Gold For The Third Year Running

13th May 2026

Highfield and Brookham School has achieved a rare national hat-trick, earning Coram Shakespeare Schools Gold Medal School status for the third consecutive year and cementing its reputation as one of the country’s most drama-committed independent schools.

Highfield and Brookham School in Liphook has staged Shakespeare productions at professional public theatres for over a decade as part of the nationally acclaimed Coram Shakespeare Schools Foundation programme. This year’s production of Romeo and Juliet, performed at Theatre Royal Portsmouth in March, not only secured the coveted Gold Medal status once again. It also made history for the school.

In a first, Head of Drama Sarah Baird opened the production beyond Year 7 to create a mixed-year extra-curricular cast spanning Years 6, 7 and 8. Highfield and Brookham’s pupils were the youngest performers on stage at the Theatre Royal that night, sharing the bill exclusively with senior schools, and held their own with pride.

The Coram Shakespeare Stage Director said, “The company seamlessly transported us to 1980s Berlin, skillfully blending physical theatre with choreographed sequences that captured the emotional intensity of the play. From the opening fight sequence to the heartbreaking final scene, their precise movement and strong ensemble work created a compelling atmosphere, making the story both vivid and deeply affecting.”

Highfield and Brookham is one of only 89 schools nationwide to hold Gold Medal status, a measure of just how rare and hard-won the accolade truly is.

The Coram Shakespeare Schools Outreach Team paid tribute to the school’s extraordinary commitment: “We are so honoured to have worked with you for seven-plus consecutive Festivals. The extra effort you put in to help run these Programmes for your young people is truly inspiring, and it does not go unnoticed. Well done again to the whole team, you’re all utter stars!”

It is a relationship that stretches back to 2016, when current headteacher Suzannah Cryer, then Head of Drama, first brought the Coram programme to the school. She has since passed the baton to Mrs Baird, who has taken it and run.

Mrs Cryer said: “What Mrs Baird and these children achieve in just a few short weeks is nothing short of phenomenal. Shakespeare is demanding at any age, demanding on stage and demanding off it. Our youngest pupils holding their own at a professional theatre, alongside senior school students, is a moment that will stay with them forever.”

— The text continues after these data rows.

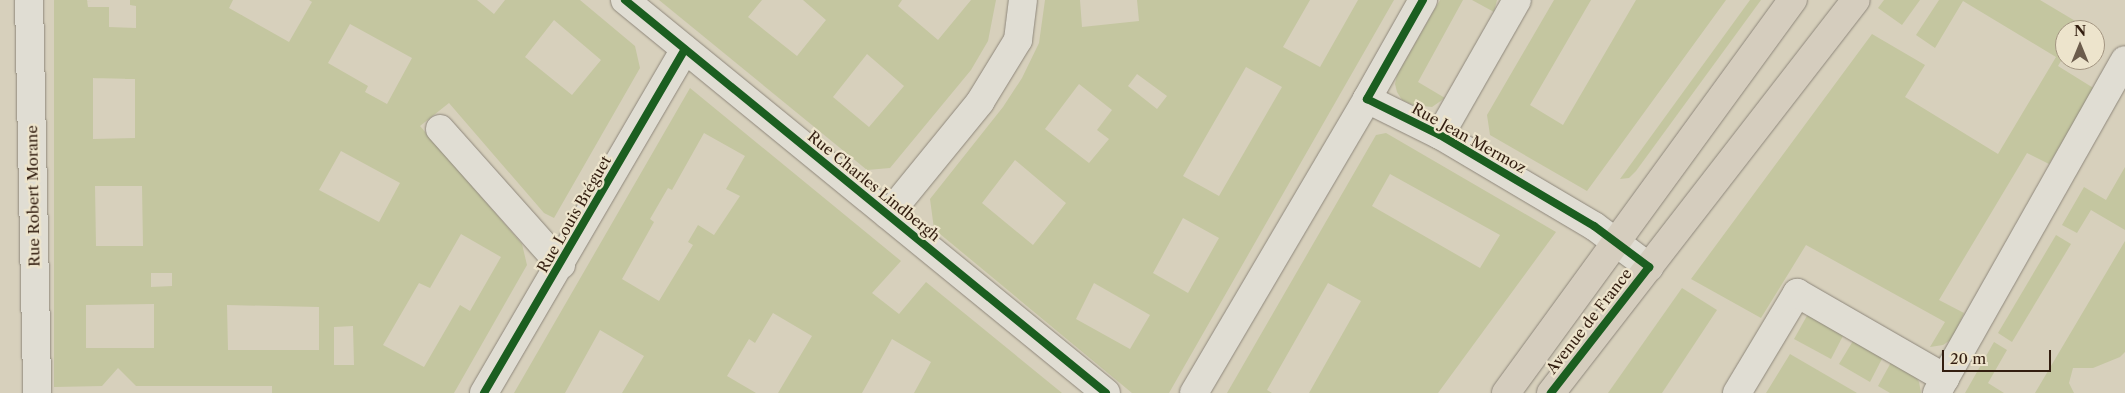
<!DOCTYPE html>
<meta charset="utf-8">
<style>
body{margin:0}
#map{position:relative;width:2125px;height:393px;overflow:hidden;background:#d7d0bc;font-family:"Libre Caslon Text",serif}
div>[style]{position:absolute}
.green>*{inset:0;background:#c4c6a0}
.roads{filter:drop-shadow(0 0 1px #8e877b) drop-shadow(0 0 1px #8e877b)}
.minor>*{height:28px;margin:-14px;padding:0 14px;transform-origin:14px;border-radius:14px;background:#e0ddd3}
.major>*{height:28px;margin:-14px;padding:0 14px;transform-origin:14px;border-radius:14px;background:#d5cdbe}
.cycleway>*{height:8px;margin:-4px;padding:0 4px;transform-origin:4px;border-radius:4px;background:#1b5e20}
span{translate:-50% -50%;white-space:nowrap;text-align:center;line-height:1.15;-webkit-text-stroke:4.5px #ede4cc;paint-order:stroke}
.street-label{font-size:15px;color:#331e10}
.north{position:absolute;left:2055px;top:20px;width:50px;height:50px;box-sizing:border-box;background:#ede4cc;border:1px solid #a39581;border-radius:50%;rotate:0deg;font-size:14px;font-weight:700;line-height:20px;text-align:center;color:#331e10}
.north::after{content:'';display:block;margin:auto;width:18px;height:22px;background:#6c5c4c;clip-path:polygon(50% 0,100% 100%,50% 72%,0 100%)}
.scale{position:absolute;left:1942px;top:350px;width:109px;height:22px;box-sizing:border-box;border:2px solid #331e10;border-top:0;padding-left:6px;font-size:15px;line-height:18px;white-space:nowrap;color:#331e10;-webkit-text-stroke:4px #ede4cc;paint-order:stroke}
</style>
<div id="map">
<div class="green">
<i style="clip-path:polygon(evenodd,54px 0,87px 0,88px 7px,109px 7px,109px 27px,136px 28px,136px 6px,130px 5px,130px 0,233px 0,229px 8px,289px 42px,312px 2px,309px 0,477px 0,494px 14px,505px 0,580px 0,635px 46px,640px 68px,554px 218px,544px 213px,449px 103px,420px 126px,522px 244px,527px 265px,454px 393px,272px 393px,272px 386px,136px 386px,118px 368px,102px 386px,54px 387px,54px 0,554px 20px,601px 60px,572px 95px,525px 57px,554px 20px,54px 0,350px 24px,412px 58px,387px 104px,365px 92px,368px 86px,328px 63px,350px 24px,54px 0,93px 78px,135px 79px,135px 138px,93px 139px,93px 78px,54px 0,341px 151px,400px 183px,379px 222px,319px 190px,341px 151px,54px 0,95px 186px,142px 186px,143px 246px,96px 246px,95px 186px,54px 0,461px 234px,501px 257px,470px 311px,460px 305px,424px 367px,383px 345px,419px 283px,430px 288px,461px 234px,54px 0,151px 273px,172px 273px,172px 286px,151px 287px,151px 273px,54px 0,154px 304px,154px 348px,86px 348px,86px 305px,154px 304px,54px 0,227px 305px,319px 307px,319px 350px,228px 350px,227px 305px,54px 0,353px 326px,354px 365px,334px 365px,334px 327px,353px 326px)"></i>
<i style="clip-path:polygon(evenodd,659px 0,762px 0,748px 17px,797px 56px,826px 20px,803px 0,902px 0,898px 6px,938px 40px,971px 0,996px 0,988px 41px,971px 70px,890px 168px,867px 170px,659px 0,867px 54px,904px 86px,869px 127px,833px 97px,867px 54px)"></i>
<i style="clip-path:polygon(evenodd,1045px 0,1080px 0,1082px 27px,1139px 21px,1137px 0,1310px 0,1283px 47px,1320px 67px,1358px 0,1394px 0,1169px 393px,1132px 393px,934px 229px,930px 199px,1003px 107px,1022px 78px,1039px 43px,1045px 0,1246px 67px,1282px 87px,1219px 196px,1183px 176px,1246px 67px,1045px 0,1137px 74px,1167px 96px,1157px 109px,1128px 86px,1137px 74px,1045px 0,1079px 84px,1112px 110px,1097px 130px,1109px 139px,1089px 163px,1045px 129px,1079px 84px,1045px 0,1015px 160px,1066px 203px,1033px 245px,982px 203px,1015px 160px,1045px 0,1183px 218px,1219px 238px,1188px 293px,1153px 273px,1183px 218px,1045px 0,1094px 283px,1150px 315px,1130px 349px,1076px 319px,1094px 283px)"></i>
<i style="clip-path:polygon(1440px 0,1463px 0,1418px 82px,1445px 98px,1432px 107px,1413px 105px,1402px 100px,1397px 92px,1395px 84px,1397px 75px)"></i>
<i style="clip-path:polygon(1472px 0,1497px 0,1494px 12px)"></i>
<i style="clip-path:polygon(1554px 0,1591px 0,1530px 105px,1563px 125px,1636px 0,1726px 0,1587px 191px,1490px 135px,1487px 115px)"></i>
<i style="clip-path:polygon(1750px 0,1761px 0,1636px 171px,1629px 178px,1620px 179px)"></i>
<i style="clip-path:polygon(1884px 0,1920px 0,1902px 25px,1878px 8px)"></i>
<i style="clip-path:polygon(1939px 0,2040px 0,2082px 25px,2079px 30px,2065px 30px,2065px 54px,2058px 66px,2095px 89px,2049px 164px,2027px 153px,1939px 300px,1964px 313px,1952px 339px,1943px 345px,1930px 347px,1945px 322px,1806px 245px,1761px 318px,1691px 279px,1872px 34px,1925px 65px,1905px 97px,1998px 154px,2056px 57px,1963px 1px,1935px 48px,1916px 35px)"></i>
<i style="clip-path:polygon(evenodd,690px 88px,901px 261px,872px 293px,899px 314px,926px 282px,1062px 393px,914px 393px,931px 362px,892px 339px,862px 393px,778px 393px,812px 336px,773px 313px,755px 343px,749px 339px,727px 376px,756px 393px,622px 393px,644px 356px,600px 330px,565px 393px,514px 393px,690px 88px,704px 133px,745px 156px,726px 189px,740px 196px,714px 235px,698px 225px,688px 242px,693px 245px,659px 301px,622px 279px,654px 222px,650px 219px,668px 188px,672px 190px,704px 133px)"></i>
<i style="clip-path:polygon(evenodd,1386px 133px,1556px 232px,1438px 393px,1309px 393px,1361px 301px,1328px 283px,1267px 390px,1272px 393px,1227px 393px,1376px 135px,1386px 133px,1390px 174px,1500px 235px,1480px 268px,1372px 206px,1390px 174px)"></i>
<i style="clip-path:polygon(2125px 167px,2125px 230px,2091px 210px,2077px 233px,2062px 225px,2084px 187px,2106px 200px)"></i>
<i style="clip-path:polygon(2056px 235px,2071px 244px,2012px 342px,1998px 333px)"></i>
<i style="clip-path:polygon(2125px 241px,2125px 352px,2120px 357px,2093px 368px,2073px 368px,2069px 383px,2074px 393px,2035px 393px)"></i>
<i style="clip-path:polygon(1682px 288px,1717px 310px,1662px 393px,1608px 393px)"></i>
<i style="clip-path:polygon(1808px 314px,1846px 330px,1831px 359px,1794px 339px)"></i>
<i style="clip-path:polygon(1856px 336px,1885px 353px,1870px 382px,1839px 364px)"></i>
<i style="clip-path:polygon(1994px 342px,2007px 350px,1988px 383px,2004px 393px,1965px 393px)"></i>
<i style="clip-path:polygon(1790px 354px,1857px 393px,1766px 393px)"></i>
<i style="clip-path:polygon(1894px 357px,1911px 368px,1919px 382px,1921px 393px,1890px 393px,1878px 386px)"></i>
</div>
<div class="roads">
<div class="minor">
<i style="left:29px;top:0;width:393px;rotate:88.8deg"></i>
<i style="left:625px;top:0;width:621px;rotate:39.25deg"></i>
<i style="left:1423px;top:0;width:114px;rotate:119.5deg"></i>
<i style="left:1367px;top:99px;width:81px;rotate:26.3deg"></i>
<i style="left:1440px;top:135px;width:179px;rotate:30.6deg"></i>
<i style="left:1594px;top:226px;width:69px;rotate:36.7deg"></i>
<i style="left:440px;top:129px;width:182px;rotate:48.3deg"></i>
<i style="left:1440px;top:135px;width:155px;rotate:-60.3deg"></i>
<i style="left:888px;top:215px;width:146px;rotate:-50.8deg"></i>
<i style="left:980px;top:102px;width:73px;rotate:-58.5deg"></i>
<i style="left:1018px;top:40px;width:40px;rotate:-82.9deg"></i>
<i style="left:1945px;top:378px;width:365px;rotate:-60.5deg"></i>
<i style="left:484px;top:393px;width:398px;rotate:-59.7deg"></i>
<i style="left:1194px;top:393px;width:341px;rotate:-59.5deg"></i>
<i style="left:1737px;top:393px;width:117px;rotate:-59deg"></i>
<i style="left:1797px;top:293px;width:171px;rotate:29.9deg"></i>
<i style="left:1945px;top:378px;width:17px;rotate:118deg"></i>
</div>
<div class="major">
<i style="left:1506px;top:393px;width:487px;rotate:-53.9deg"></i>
<i style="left:1551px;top:393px;width:497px;rotate:-52.2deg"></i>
</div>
</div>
<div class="cycleway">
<i style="left:625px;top:0;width:621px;rotate:39.25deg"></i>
<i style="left:1423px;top:0;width:114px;rotate:119.5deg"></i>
<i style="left:1367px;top:99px;width:81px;rotate:26.3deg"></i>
<i style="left:1440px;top:135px;width:179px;rotate:30.6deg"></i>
<i style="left:1594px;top:226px;width:69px;rotate:36.7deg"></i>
<i style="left:1649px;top:267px;width:160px;rotate:127.9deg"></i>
<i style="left:484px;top:393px;width:398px;rotate:-59.7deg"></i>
</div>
<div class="street-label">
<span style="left:1469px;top:138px;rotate:29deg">Rue Jean Mermoz</span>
<span style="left:874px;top:186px;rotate:39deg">Rue Charles Lindbergh</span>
<span style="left:33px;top:196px;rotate:-91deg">Rue Robert Morane</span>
<span style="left:574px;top:214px;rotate:-60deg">Rue Louis Bréguet</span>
<span style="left:1589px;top:321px;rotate:-52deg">Avenue de France</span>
</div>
<div class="north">N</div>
<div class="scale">20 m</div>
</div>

The school’s love of the stage has never wavered, not even during a pandemic. In 2021, with theatres closed, the school took the imaginative step of staging Macbeth outdoors in the woodland of the Highfield and Brookham estate.

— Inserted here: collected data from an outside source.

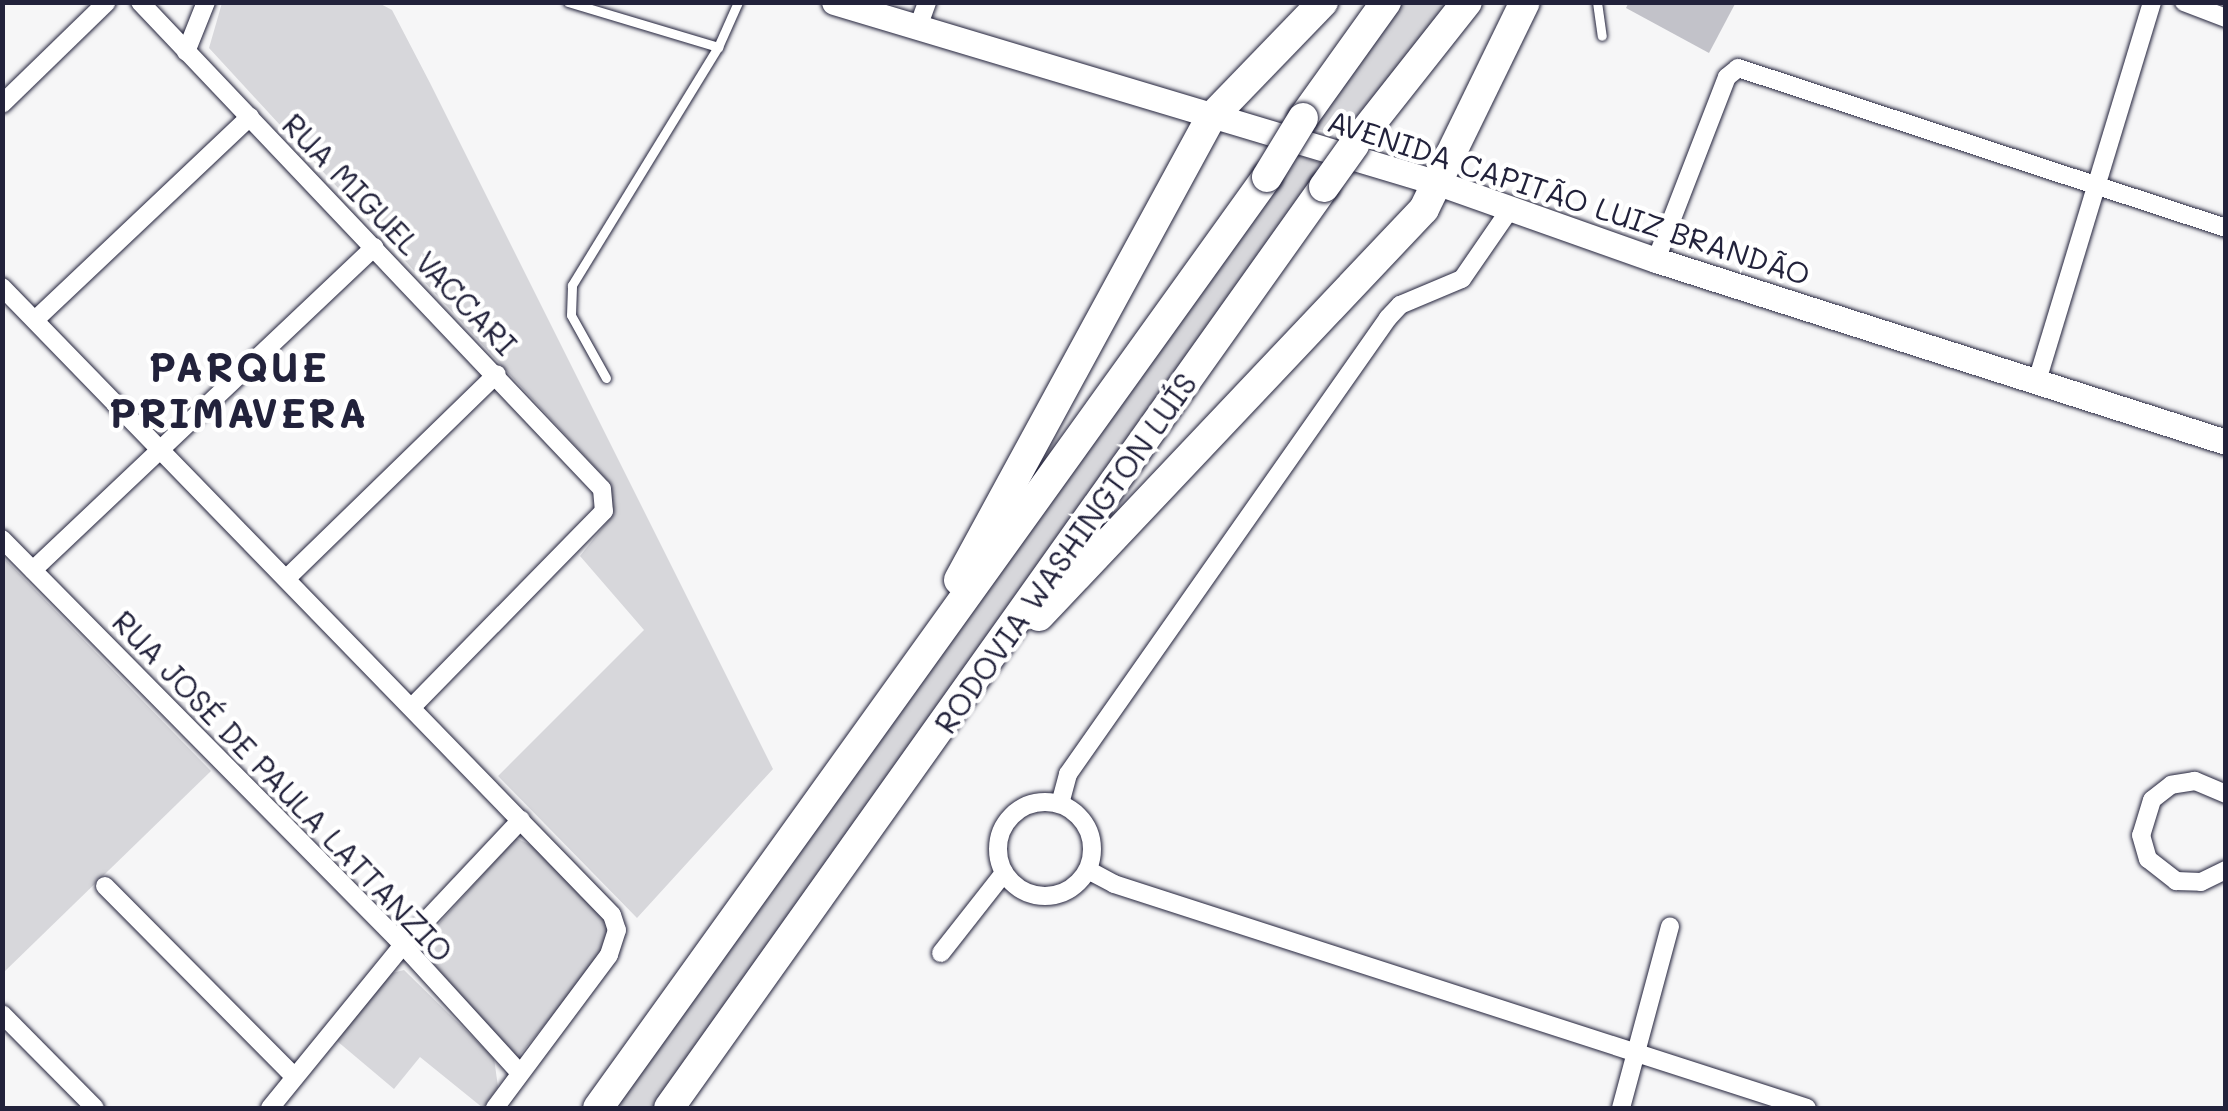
<!DOCTYPE html>
<meta charset="utf-8">
<style>
body{margin:0}
#map{position:relative;width:2228px;height:1111px;overflow:hidden;background:#f6f6f7;font-family:Mali,sans-serif}
div>[style]{position:absolute}
.green>*{inset:0;background:#d7d7db}
.building>*{inset:0;background:#c2c2c9}
.roads{filter:drop-shadow(0 0 2px #22223b) drop-shadow(0 0 2px #22223b)}
.lane>*{height:9px;margin:-4.5px;padding:0 4.5px;transform-origin:4.5px;border-radius:4.5px;background:#fff}
.street>*{height:18px;margin:-9px;padding:0 9px;transform-origin:9px;border-radius:9px;background:#fff}
.street>.ring{margin:-9px;padding:0;box-sizing:content-box;background:none;border:18px solid #fff;border-radius:50%}
.secondary>*{height:25px;margin:-12.5px;padding:0 12.5px;transform-origin:12.5px;border-radius:12.5px;background:#fff}
.highway>*{height:30px;margin:-15px;padding:0 15px;transform-origin:15px;border-radius:15px;background:#fff}
.bridges{filter:drop-shadow(0 0 2px #22223b) drop-shadow(0 0 2px #22223b)}
.highway-bridge>*{height:30px;margin:-15px;padding:0 15px;transform-origin:15px;border-radius:15px;background:#fff}
span{translate:-50% -50%;white-space:nowrap;text-align:center;line-height:1.15;-webkit-text-stroke:9px #fff;paint-order:stroke}
.street-label{font-size:30px;color:#22223b}
.district-label{font-size:40px;color:#22223b;font-weight:700;letter-spacing:2.5px}
.frame{position:absolute;inset:0;border:5px solid #22223b;pointer-events:none}
</style>
<div id="map">
<div class="green">
<div style="clip-path:polygon(377px 2px,392px 10px,430px 83px,773px 769px,637px 918px,498px 776px,644px 630px,580px 556px,612px 516px,608px 481px,209px 48px,222px 3px)"></div>
<div style="clip-path:polygon(1402px 3px,1446px 3px,1351px 134px,1311px 129px)"></div>
<div style="clip-path:polygon(1293px 153px,1321px 163px,1314px 182px,658px 1108px,611px 1108px)"></div>
<div style="clip-path:polygon(3px 557px,211px 771px,3px 973px)"></div>
<div style="clip-path:polygon(516px 838px,533px 846px,607px 921px,608px 936px,604px 954px,517px 1058px,422px 951px,425px 939px)"></div>
<div style="clip-path:polygon(404px 970px,494px 1058px,498px 1087px,483px 1108px,420px 1057px,394px 1089px,337px 1041px,388px 974px)"></div>
</div>
<div class="building">
<div style="clip-path:polygon(1629px 2px,1736px 2px,1709px 53px,1626px 8px)"></div>
</div>
<div class="roads">
<div class="lane">
<div style="left:568px;top:2px;width:157px;rotate:16.7deg"></div>
<div style="left:1597px;top:2px;width:34px;rotate:82deg"></div>
<div style="left:606px;top:378px;width:72px;rotate:-119.1deg"></div>
<div style="left:571px;top:315px;width:30px;rotate:-88deg"></div>
<div style="left:572px;top:285px;width:279px;rotate:-58.5deg"></div>
<div style="left:718px;top:47px;width:49px;rotate:-66deg"></div>
</div>
<div class="street">
<div style="left:140px;top:2px;width:671px;rotate:46.51deg"></div>
<div style="left:602px;top:489px;width:22px;rotate:85deg"></div>
<div style="left:604px;top:511px;width:273px;rotate:134.4deg"></div>
<div style="left:2184px;top:2px;width:45px;rotate:20.9deg"></div>
<div style="left:917px;top:30px;width:30px;rotate:-70deg"></div>
<div style="left:186px;top:52px;width:54px;rotate:-68.2deg"></div>
<div style="left:2px;top:104px;width:146px;rotate:-44.2deg"></div>
<div style="left:1656px;top:260px;width:196px;rotate:-68.8deg"></div>
<div style="left:1727px;top:77px;width:14px;rotate:-39deg"></div>
<div style="left:1738px;top:68px;width:514px;rotate:18.15deg"></div>
<div style="left:2px;top:287px;width:875px;rotate:45.83deg"></div>
<div style="left:612px;top:915px;width:16px;rotate:72deg"></div>
<div style="left:617px;top:930px;width:26px;rotate:108deg"></div>
<div style="left:609px;top:955px;width:191px;rotate:126.7deg"></div>
<div style="left:35px;top:320px;width:296px;rotate:-43.4deg"></div>
<div style="left:2037px;top:381px;width:396px;rotate:-73.1deg"></div>
<div style="left:2px;top:539px;width:571px;rotate:45.35deg"></div>
<div style="left:403px;top:945px;width:173px;rotate:47.6deg"></div>
<div style="left:33px;top:570px;width:470px;rotate:-43.4deg"></div>
<div style="left:288px;top:577px;width:291px;rotate:-44.2deg"></div>
<div style="left:2226px;top:794px;width:34px;rotate:-157deg"></div>
<div style="left:2195px;top:781px;width:24px;rotate:171deg"></div>
<div style="left:2171px;top:785px;width:24px;rotate:142deg"></div>
<div style="left:2152px;top:800px;width:37px;rotate:107deg"></div>
<div style="left:2141px;top:835px;width:25px;rotate:74deg"></div>
<div style="left:2148px;top:859px;width:36px;rotate:38deg"></div>
<div style="left:2176px;top:881px;width:25px;rotate:2deg"></div>
<div style="left:2201px;top:882px;width:28px;rotate:-26deg"></div>
<div class="ring" style="left:998px;top:802px;width:76px;height:76px"></div>
<div style="left:1060px;top:804px;width:31px;rotate:-75deg"></div>
<div style="left:1068px;top:774px;width:557px;rotate:-54.94deg"></div>
<div style="left:1388px;top:318px;width:18px;rotate:-47deg"></div>
<div style="left:1400px;top:305px;width:67px;rotate:-22.8deg"></div>
<div style="left:1462px;top:279px;width:86px;rotate:-55.4deg"></div>
<div style="left:1088px;top:870px;width:30px;rotate:28deg"></div>
<div style="left:1114px;top:884px;width:728px;rotate:17.91deg"></div>
<div style="left:105px;top:886px;width:268px;rotate:45.2deg"></div>
<div style="left:941px;top:953px;width:102px;rotate:-51.8deg"></div>
<div style="left:2px;top:1014px;width:132px;rotate:45.3deg"></div>
<div style="left:270px;top:1108px;width:210px;rotate:-50.8deg"></div>
<div style="left:403px;top:945px;width:172px;rotate:-46.7deg"></div>
<div style="left:1621px;top:1108px;width:188px;rotate:-74.9deg"></div>
</div>
<div class="secondary">
<div style="left:834px;top:2px;width:634px;rotate:16.69deg"></div>
<div style="left:1441px;top:184px;width:228px;rotate:19.5deg"></div>
<div style="left:1656px;top:260px;width:598px;rotate:17.71deg"></div>
</div>
<div class="highway">
<div style="left:1303px;top:118px;width:143px;rotate:-54.4deg"></div>
<div style="left:1354px;top:145px;width:182px;rotate:-51.7deg"></div>
<div style="left:959px;top:580px;width:525px;rotate:-61.43deg"></div>
<div style="left:1210px;top:119px;width:163px;rotate:-46deg"></div>
<div style="left:1039px;top:616px;width:560px;rotate:-46.59deg"></div>
<div style="left:1424px;top:209px;width:230px;rotate:-64deg"></div>
<div style="left:598px;top:1108px;width:1146px;rotate:-54.3deg"></div>
<div style="left:669px;top:1108px;width:1130px;rotate:-54.58deg"></div>
</div>
</div>
<div class="bridges">
<div class="highway-bridge">
<div style="left:1267px;top:177px;width:69px;rotate:-58.6deg"></div>
<div style="left:1324px;top:187px;width:52px;rotate:-54.5deg"></div>
</div>
</div>
<div class="street-label">
<span style="left:1569px;top:197px;rotate:18deg">AVENIDA CAPITÃO LUIZ BRANDÃO</span>
<span style="left:400px;top:234px;rotate:46deg">RUA MIGUEL VACCARI</span>
<span style="left:1065px;top:553px;rotate:-55deg">RODOVIA WASHINGTON LUÍS</span>
<span style="left:283px;top:786px;rotate:46deg">RUA JOSÉ DE PAULA LATTANZIO</span>
</div>
<div class="district-label">
<span style="left:239px;top:389px">PARQUE<br>PRIMAVERA</span>
</div>
<div class="frame"></div>
</div>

Previous productions in the programme have included Much Ado About Nothing, Henry V and A Midsummer Night’s Dream, all performed at professional venues as part of the wider Coram festival.

The Gold Medal accolade sits alongside another remarkable achievement this year: all 130 pupils who sat LAMDA examinations were awarded a Distinction, a clean sweep that speaks to the school’s exceptional commitment to performing arts education at every level.